Assignment
Look for "Pool" in the records and copy every line that has it.

· · · · ·

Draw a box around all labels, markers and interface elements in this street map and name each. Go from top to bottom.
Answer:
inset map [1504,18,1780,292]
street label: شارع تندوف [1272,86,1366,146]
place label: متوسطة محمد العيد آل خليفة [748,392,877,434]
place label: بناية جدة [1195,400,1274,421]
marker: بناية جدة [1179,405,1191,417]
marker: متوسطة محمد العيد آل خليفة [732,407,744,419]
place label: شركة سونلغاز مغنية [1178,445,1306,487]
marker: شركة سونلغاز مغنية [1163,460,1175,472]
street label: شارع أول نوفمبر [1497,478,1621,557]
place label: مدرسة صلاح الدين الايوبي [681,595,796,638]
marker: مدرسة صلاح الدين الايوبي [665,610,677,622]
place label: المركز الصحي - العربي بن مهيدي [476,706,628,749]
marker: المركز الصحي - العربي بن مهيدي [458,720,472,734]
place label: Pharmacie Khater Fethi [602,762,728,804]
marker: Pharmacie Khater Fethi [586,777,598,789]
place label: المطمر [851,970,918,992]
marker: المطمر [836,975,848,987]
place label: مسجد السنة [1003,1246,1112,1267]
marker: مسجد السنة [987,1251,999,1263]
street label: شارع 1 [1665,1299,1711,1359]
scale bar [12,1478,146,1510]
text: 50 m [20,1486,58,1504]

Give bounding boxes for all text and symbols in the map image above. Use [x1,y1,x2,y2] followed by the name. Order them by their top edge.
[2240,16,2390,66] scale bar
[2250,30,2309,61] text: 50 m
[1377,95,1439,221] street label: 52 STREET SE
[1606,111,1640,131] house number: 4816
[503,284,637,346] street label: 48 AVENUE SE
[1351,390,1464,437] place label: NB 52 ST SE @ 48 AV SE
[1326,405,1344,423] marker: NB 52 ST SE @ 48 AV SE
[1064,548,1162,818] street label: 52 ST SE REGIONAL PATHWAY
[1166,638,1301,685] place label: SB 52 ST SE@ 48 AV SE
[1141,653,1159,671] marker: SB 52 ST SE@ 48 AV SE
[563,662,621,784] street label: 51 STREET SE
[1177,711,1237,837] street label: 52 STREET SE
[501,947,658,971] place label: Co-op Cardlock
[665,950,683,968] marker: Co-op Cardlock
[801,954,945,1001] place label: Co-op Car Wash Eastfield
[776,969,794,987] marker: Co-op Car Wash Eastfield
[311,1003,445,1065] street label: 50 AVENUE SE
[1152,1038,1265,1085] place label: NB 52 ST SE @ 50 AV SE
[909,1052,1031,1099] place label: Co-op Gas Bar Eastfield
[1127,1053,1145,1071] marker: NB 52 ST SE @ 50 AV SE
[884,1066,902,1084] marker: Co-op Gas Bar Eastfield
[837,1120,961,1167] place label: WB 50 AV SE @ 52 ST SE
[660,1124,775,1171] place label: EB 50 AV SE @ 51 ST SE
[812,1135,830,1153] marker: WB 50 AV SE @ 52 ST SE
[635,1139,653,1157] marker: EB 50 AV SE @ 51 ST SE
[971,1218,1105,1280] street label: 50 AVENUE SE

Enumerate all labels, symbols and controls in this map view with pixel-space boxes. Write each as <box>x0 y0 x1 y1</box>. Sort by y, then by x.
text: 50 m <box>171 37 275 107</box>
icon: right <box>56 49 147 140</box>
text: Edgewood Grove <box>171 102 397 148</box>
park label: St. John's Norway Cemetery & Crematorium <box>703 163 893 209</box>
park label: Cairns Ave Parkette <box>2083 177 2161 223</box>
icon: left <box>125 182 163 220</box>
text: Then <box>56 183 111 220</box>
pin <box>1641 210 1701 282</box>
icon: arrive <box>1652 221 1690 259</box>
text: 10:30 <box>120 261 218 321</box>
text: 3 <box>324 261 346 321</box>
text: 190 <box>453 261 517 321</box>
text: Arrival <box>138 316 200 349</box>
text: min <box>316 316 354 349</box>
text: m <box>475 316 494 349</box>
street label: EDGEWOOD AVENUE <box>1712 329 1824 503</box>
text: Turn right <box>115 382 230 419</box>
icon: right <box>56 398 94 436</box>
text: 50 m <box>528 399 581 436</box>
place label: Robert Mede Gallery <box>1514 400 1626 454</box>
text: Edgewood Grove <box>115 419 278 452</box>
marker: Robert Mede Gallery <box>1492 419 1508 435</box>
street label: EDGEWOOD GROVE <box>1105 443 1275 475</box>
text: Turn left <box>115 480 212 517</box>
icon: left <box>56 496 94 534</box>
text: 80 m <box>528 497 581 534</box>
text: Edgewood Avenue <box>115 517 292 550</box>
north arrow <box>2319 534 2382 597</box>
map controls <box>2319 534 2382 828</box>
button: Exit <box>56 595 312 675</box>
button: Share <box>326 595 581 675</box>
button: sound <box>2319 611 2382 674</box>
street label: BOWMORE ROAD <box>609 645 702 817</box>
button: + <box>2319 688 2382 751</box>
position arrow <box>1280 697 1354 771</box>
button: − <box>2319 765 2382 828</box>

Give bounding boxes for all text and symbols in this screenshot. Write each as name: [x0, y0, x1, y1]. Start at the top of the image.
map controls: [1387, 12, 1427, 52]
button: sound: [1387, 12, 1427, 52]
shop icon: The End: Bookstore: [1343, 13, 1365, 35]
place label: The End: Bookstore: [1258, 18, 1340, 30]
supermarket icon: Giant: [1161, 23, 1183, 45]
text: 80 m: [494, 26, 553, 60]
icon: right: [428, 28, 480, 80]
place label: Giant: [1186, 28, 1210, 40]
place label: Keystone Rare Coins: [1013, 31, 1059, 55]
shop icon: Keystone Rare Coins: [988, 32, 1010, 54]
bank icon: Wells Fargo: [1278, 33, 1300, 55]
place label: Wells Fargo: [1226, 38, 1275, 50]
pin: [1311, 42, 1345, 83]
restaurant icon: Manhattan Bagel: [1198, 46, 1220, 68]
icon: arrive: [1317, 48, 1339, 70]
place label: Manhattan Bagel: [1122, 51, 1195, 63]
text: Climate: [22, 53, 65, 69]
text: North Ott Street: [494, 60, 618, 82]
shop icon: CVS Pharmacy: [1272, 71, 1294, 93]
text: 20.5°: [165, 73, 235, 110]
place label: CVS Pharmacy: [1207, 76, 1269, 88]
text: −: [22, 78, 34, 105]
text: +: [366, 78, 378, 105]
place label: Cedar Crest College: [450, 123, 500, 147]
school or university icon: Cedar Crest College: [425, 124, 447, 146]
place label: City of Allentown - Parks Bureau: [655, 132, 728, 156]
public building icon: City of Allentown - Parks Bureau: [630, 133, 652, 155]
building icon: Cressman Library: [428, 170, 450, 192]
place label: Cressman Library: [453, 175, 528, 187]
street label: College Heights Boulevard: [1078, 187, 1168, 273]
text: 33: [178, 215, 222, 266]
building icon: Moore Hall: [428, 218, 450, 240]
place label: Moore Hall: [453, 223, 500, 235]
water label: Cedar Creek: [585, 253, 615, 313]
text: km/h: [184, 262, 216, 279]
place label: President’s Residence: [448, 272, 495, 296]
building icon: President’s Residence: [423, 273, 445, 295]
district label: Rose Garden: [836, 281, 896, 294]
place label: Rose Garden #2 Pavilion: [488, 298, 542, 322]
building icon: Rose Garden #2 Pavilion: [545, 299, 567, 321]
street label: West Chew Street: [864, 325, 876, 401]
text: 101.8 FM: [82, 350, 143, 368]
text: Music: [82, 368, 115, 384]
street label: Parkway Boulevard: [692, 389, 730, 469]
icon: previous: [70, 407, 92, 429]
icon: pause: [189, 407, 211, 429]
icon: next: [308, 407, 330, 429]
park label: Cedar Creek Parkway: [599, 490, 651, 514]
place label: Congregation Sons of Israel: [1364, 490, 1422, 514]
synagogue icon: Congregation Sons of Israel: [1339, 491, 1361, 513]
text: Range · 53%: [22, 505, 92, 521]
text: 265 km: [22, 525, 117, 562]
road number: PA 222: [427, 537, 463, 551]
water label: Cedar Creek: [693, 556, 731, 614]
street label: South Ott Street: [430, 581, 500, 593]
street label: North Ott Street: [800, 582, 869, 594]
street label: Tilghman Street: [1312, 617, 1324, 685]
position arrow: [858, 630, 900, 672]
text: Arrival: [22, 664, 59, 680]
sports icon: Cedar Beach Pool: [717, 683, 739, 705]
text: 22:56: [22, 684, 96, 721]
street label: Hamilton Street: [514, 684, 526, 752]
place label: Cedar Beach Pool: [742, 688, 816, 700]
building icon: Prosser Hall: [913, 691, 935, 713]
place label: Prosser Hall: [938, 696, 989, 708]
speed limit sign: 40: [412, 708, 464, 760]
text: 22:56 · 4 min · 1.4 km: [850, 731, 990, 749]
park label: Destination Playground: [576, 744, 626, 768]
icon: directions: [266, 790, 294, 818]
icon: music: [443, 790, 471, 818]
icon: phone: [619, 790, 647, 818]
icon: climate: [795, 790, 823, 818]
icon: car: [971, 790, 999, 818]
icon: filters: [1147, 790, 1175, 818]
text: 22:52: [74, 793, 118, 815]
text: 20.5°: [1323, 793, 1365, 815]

· · · · ·

Exercise response
sports icon: Cedar Beach Pool: [717, 683, 739, 705]
place label: Cedar Beach Pool: [742, 688, 816, 700]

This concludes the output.